Optimizing Continuous Aggregate Performance for Large Datasets

#database #dataengineering #performance #postgres

Continuous aggregates are supposed to make your queries fast. They pre-compute aggregations incrementally so your dashboards read from a compact summary instead of scanning millions of raw rows. But there is a common pattern where the continuous aggregate itself becomes the performance bottleneck: its refresh takes 30 minutes, its materialization table consumes 40 GB, and it monopolizes a background worker slot for the entire refresh duration.

The problem is almost always the bucket size.

Bucket Width: The Lever Most People Get Wrong

When you create a continuous aggregate, the time_bucket() width determines how many rows end up in the materialization table. This single parameter controls refresh duration, disk usage, and query speed against the aggregate.

Consider a source hypertable with 10 million rows collected over 30 days from 200 devices:

Bucket Size	Materialized Rows	Materialization Size	Refresh Duration
1 minute	~8.6 million	~500 MB	30-60 seconds
1 hour	~144,000	~15 MB	5-10 seconds
1 day	~6,000	~1 MB	< 1 second

A 1-minute bucket materializes nearly as many rows as the source table. At that point, you have traded raw data for pre-computed averages, but the materialization itself is a large hypertable requiring its own compression, retention, and index maintenance. You have not simplified your infrastructure -- you have doubled it.

The right bucket width matches the resolution your queries actually need. If your dashboard plots hourly data points, a 1-minute CAGG is doing 60x more work than necessary during every refresh cycle.

-- 1-hour buckets: the sweet spot for most dashboard use cases
CREATE MATERIALIZED VIEW metrics_hourly
WITH (timescaledb.continuous) AS
SELECT
    time_bucket('1 hour', event_timestamp_utc) AS bucket_utc,
    device_id,
    AVG(metric_a) AS avg_metric_a,
    MAX(metric_b) AS max_metric_b,
    COUNT(*) AS event_count
FROM raw_device_metrics
GROUP BY bucket_utc, device_id;

Tightening the Refresh Window

A surprising number of continuous aggregate deployments use the default refresh policy, which recomputes the entire aggregate on every run. For a dataset spanning 30 days, this means rescanning all 10 million rows during each refresh -- even though only the last hour has changed.

The add_continuous_aggregate_policy() function accepts three parameters that bound the refresh window:

SELECT add_continuous_aggregate_policy('metrics_hourly',
    start_offset  => INTERVAL '3 hours',
    end_offset    => INTERVAL '1 hour',
    schedule_interval => INTERVAL '1 hour'
);

start_offset controls how far back the refresh looks.

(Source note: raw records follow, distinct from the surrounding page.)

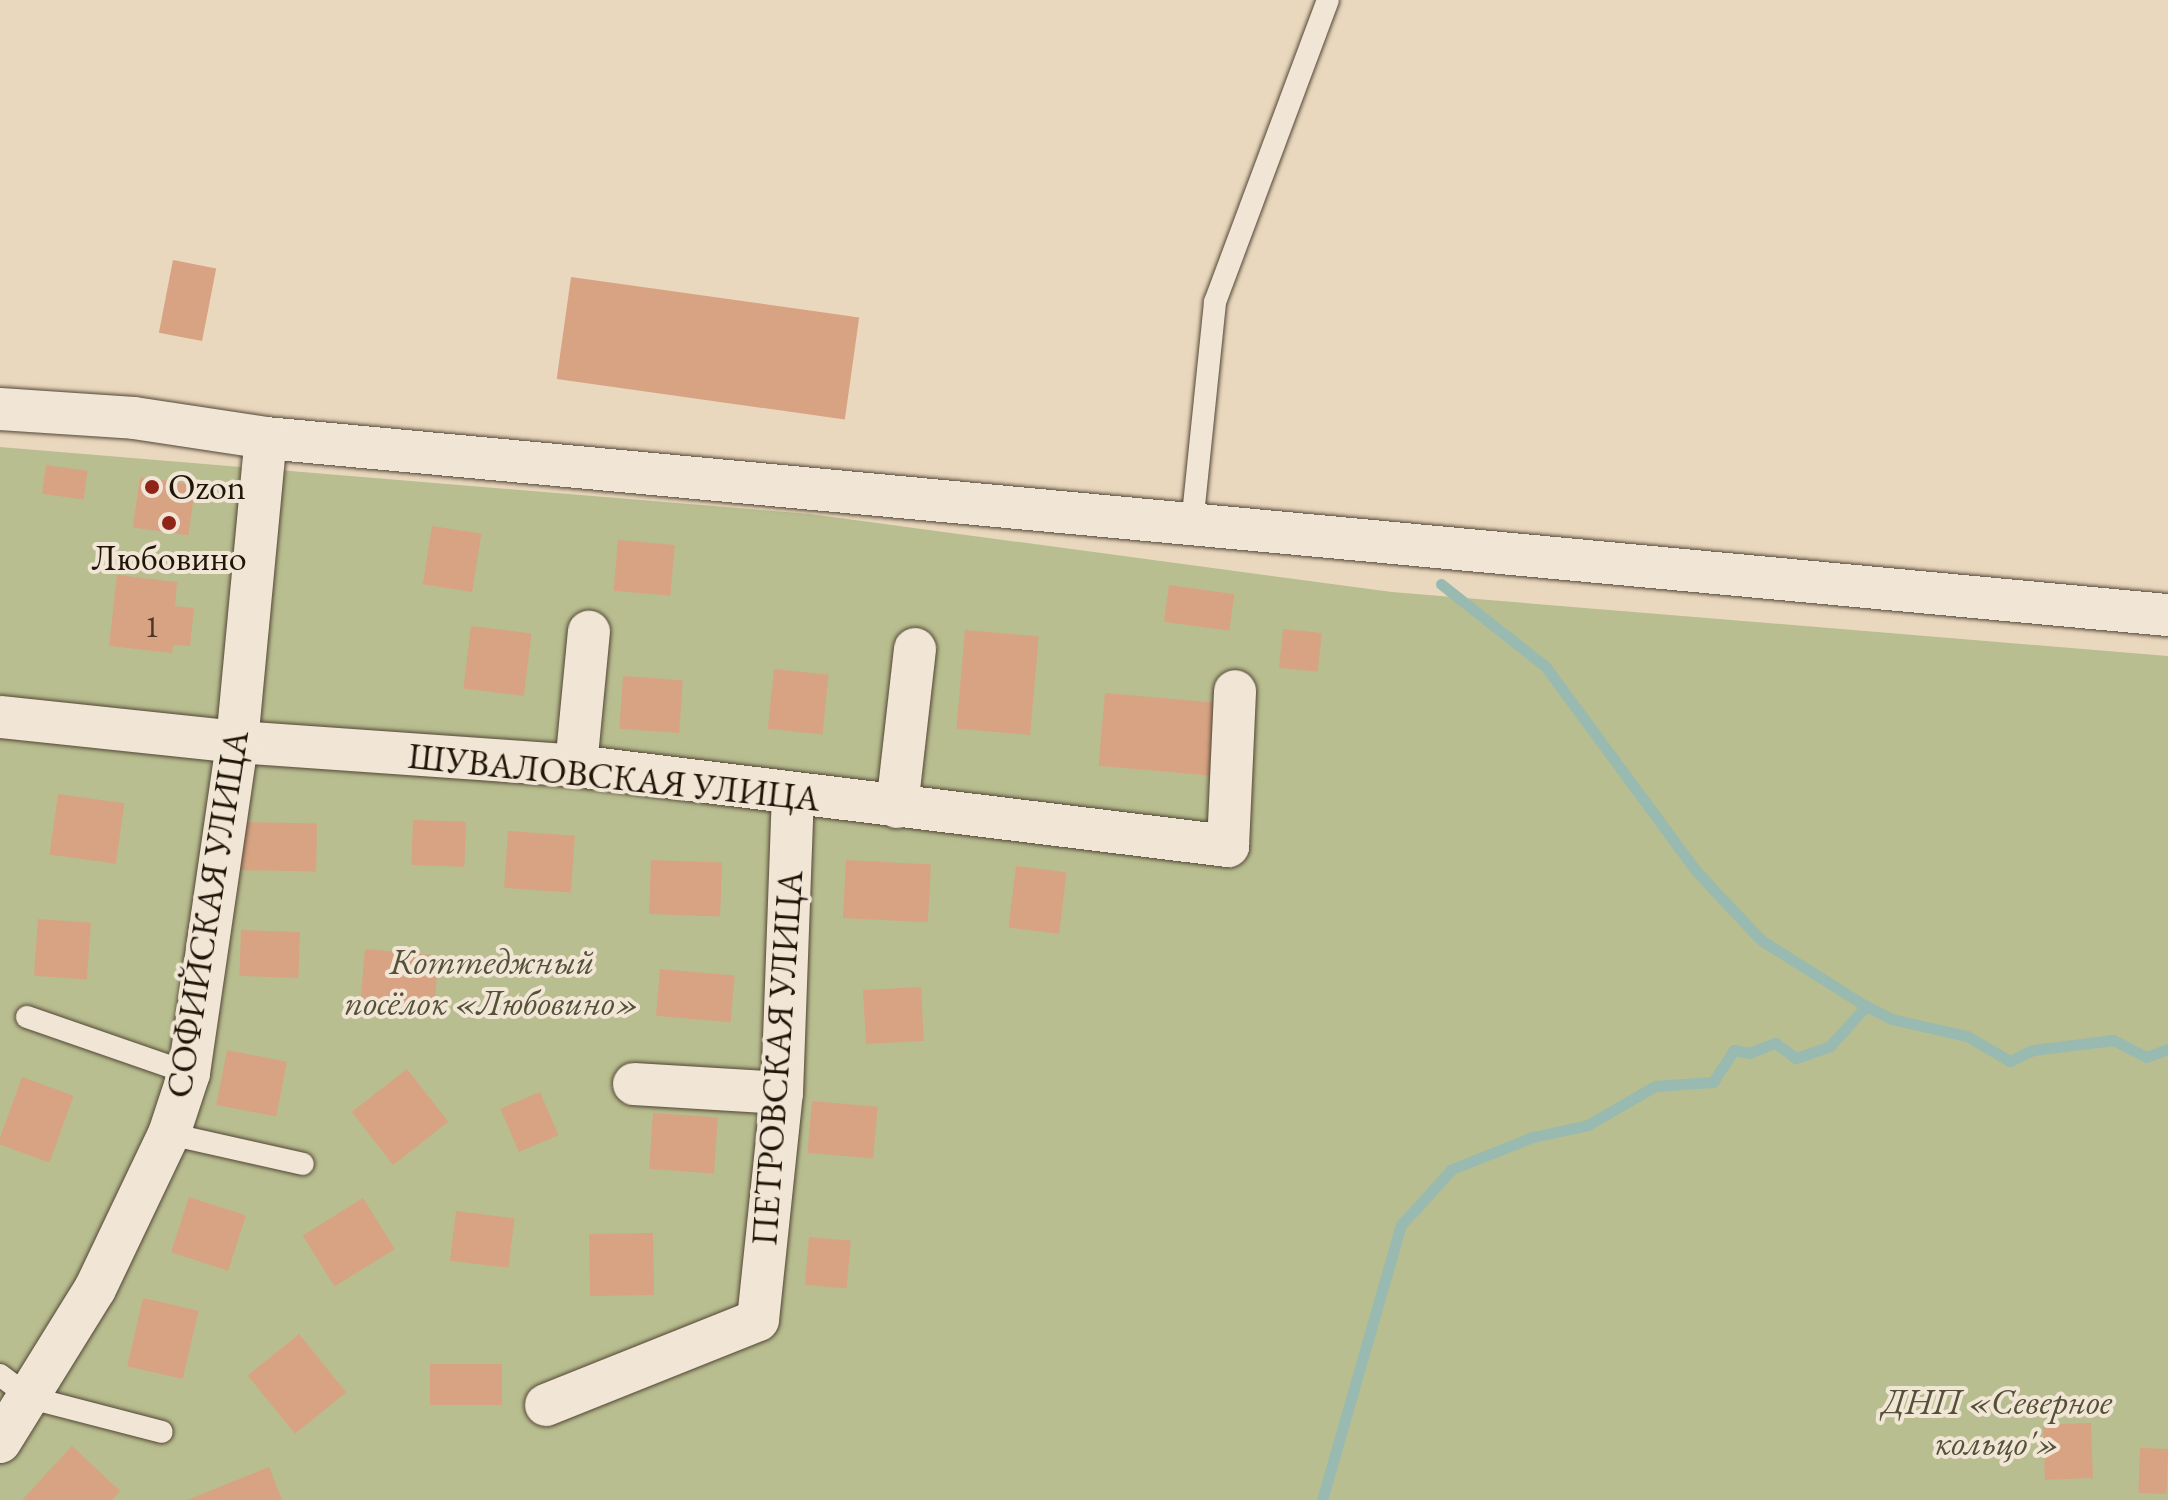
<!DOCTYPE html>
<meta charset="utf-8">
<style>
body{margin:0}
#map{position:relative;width:2168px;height:1500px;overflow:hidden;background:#ead8be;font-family:"EB Garamond",serif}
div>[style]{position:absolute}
.green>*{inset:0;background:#b9be90}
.stream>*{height:11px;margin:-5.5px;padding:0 5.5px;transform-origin:5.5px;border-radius:5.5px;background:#98bab0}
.building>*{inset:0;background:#d7a383;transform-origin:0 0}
.roads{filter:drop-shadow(0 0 2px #524636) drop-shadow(0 0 2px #524636)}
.service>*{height:22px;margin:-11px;padding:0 11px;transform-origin:11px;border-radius:11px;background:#f1e6d5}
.minor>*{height:42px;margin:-21px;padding:0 21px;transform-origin:21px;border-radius:21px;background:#f1e6d5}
.dots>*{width:22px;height:22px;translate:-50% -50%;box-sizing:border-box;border:4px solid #f1e6d5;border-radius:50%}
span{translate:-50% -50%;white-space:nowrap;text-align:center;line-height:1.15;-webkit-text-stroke:8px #f1e6d5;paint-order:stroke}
.number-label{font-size:32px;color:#4d3828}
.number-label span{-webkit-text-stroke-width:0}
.poi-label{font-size:36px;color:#1f1509}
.left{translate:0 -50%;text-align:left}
.street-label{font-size:36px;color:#1f1509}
.park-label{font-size:36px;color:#555038;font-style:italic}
</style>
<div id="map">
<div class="green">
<i style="clip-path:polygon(0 447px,810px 514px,1392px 592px,2168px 656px,2168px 1500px,0 1500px)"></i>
</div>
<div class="stream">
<i style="left:1441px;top:584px;width:132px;rotate:38.3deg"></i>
<i style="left:1545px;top:666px;width:255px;rotate:53.6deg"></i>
<i style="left:1696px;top:871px;width:95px;rotate:46.7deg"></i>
<i style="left:1761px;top:940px;width:124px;rotate:32.2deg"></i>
<i style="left:1322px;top:1500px;width:286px;rotate:-74deg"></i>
<i style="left:1401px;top:1225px;width:76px;rotate:-47.7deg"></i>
<i style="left:1452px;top:1169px;width:87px;rotate:-21.6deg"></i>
<i style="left:1533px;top:1137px;width:56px;rotate:-12.3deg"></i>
<i style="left:1588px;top:1125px;width:78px;rotate:-30.2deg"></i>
<i style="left:1655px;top:1086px;width:58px;rotate:-3.9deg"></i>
<i style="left:1713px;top:1082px;width:38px;rotate:-57deg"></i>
<i style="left:1734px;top:1050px;width:15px;rotate:11deg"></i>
<i style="left:1749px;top:1053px;width:28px;rotate:-21deg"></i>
<i style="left:1775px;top:1043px;width:26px;rotate:36deg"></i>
<i style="left:1796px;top:1058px;width:36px;rotate:-19deg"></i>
<i style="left:1830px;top:1046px;width:54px;rotate:-48deg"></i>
<i style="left:1866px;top:1006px;width:28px;rotate:27deg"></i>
<i style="left:1891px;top:1019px;width:78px;rotate:12.6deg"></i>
<i style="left:1967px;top:1036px;width:50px;rotate:30.2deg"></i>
<i style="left:2010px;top:1061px;width:25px;rotate:-26deg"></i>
<i style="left:2033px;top:1050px;width:81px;rotate:-7.1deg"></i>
<i style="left:2113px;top:1040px;width:37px;rotate:27deg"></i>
<i style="left:2146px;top:1057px;width:23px;rotate:-20deg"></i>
</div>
<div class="building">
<i style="left:173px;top:260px;width:44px;height:74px;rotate:11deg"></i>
<i style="left:571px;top:277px;width:291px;height:103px;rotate:8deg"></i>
<i style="left:46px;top:465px;width:42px;height:29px;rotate:8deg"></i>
<i style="left:140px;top:477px;width:56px;height:51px;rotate:8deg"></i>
<i style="left:432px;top:526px;width:50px;height:59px;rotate:9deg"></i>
<i style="left:618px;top:540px;width:57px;height:51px;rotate:5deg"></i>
<i style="clip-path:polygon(117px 575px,177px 582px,175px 606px,194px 608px,190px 646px,173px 645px,172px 653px,109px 646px)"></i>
<i style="left:1169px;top:585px;width:66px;height:37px;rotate:8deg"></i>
<i style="left:471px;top:626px;width:61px;height:63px;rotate:7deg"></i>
<i style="left:1283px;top:629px;width:39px;height:39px;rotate:6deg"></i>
<i style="left:965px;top:630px;width:74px;height:99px;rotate:5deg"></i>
<i style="left:774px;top:669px;width:55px;height:60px;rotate:6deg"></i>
<i style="left:623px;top:676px;width:60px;height:53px;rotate:4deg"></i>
<i style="left:1105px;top:693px;width:111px;height:73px;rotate:5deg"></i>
<i style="left:58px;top:794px;width:67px;height:61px;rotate:8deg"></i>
<i style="left:413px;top:820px;width:53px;height:45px;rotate:2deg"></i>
<i style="left:233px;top:822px;width:84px;height:48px;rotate:1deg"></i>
<i style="left:508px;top:831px;width:67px;height:57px;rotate:4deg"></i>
<i style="left:651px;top:860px;width:71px;height:54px;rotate:2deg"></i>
<i style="left:846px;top:860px;width:85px;height:58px;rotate:3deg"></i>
<i style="left:1016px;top:866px;width:51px;height:62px;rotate:7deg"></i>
<i style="left:38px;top:919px;width:53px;height:57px;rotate:4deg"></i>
<i style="left:241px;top:930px;width:59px;height:46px;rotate:2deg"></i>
<i style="left:365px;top:949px;width:74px;height:56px;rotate:5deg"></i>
<i style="left:660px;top:969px;width:75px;height:47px;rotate:5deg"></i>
<i style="left:921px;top:987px;width:54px;height:58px;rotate:87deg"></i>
<i style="left:227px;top:1050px;width:61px;height:56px;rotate:11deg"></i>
<i style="left:407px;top:1069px;width:67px;height:70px;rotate:52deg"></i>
<i style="left:22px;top:1077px;width:55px;height:71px;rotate:20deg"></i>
<i style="left:540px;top:1092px;width:47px;height:43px;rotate:67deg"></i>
<i style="left:812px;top:1101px;width:66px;height:52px;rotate:5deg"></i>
<i style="left:653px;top:1113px;width:65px;height:56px;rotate:4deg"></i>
<i style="left:189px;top:1197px;width:60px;height:58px;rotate:18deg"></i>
<i style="left:363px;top:1198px;width:60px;height:71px;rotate:58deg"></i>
<i style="left:456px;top:1211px;width:59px;height:50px;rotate:7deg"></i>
<i style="left:653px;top:1233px;width:62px;height:64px;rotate:89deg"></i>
<i style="left:809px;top:1237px;width:42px;height:48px;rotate:5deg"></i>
<i style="left:143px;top:1298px;width:57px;height:70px;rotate:13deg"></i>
<i style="left:299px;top:1334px;width:75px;height:66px;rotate:51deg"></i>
<i style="left:502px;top:1364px;width:41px;height:72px;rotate:90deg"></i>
<i style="left:2091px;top:1423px;width:55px;height:48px;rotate:88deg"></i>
<i style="clip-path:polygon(72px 1446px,120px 1491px,112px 1500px,22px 1500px)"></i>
<i style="left:2140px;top:1448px;width:28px;height:45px;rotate:2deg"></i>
<i style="clip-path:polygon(269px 1467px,282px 1500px,187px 1500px)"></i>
</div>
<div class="roads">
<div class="service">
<i style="left:1192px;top:525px;width:224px;rotate:-84.1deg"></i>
<i style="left:1215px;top:302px;width:322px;rotate:-69.5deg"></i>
<i style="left:27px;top:1017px;width:171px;rotate:19.1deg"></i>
<i style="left:169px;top:1134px;width:137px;rotate:12.6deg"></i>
<i style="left:0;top:1375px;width:39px;rotate:37deg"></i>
<i style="left:31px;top:1398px;width:135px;rotate:14.5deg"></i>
</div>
<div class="minor">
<i style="left:0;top:409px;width:134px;rotate:3.8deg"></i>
<i style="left:134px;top:418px;width:134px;rotate:8.6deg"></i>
<i style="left:266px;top:438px;width:1910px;rotate:5.32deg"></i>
<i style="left:0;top:717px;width:238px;rotate:6deg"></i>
<i style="left:237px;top:742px;width:340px;rotate:4deg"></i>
<i style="left:576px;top:766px;width:657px;rotate:7deg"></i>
<i style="left:1228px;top:846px;width:155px;rotate:-87.4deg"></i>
<i style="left:576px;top:766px;width:135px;rotate:-84.5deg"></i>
<i style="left:897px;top:807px;width:159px;rotate:-83.5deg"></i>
<i style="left:634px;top:1084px;width:148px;rotate:3.5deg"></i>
<i style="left:546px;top:1405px;width:228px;rotate:-21.8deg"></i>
<i style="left:758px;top:1320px;width:228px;rotate:-84deg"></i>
<i style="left:782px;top:1093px;width:297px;rotate:-87.9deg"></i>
<i style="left:0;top:1442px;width:180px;rotate:-58.2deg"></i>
<i style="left:95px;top:1289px;width:172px;rotate:-64.5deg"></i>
<i style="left:169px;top:1134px;width:64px;rotate:-71.8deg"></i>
<i style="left:189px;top:1073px;width:334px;rotate:-81.7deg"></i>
<i style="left:237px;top:742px;width:305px;rotate:-84.6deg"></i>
</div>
</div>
<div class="dots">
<i style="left:152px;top:487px;background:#8f2418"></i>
<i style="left:169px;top:523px;background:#8f2418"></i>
</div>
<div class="number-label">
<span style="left:152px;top:626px">1</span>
</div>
<div class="poi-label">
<span class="left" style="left:168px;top:487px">Ozon</span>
<span style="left:169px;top:558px">Любовино</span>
</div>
<div class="street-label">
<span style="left:614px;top:777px;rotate:6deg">ШУВАЛОВСКАЯ УЛИЦА</span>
<span style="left:207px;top:914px;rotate:-81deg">СОФИЙСКАЯ УЛИЦА</span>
<span style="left:777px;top:1058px;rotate:-86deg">ПЕТРОВСКАЯ УЛИЦА</span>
</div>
<div class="park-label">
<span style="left:492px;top:982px">Коттеджный<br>посёлок «Любовино»</span>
<span style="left:1997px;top:1422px">ДНП «Северное<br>кольцо'»</span>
</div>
</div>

Set this to cover the maximum latency of late-arriving rows plus one extra bucket width as a safety margin. If data arrives within 30 minutes of its timestamp, a 2-hour start_offset with 1-hour buckets gives comfortable headroom.

end_offset defines how close to "now" the refresh will materialize. Setting it to at least one bucket width avoids materializing partial buckets that will be invalidated immediately on the next refresh.

schedule_interval should be less than or equal to start_offset. If the refresh runs every hour but only looks back 30 minutes, data that arrived in the gap will be missed.

A properly tuned refresh window processes a few hours of data instead of the full dataset. Refresh duration drops from minutes to milliseconds, and the background worker slot is freed almost instantly.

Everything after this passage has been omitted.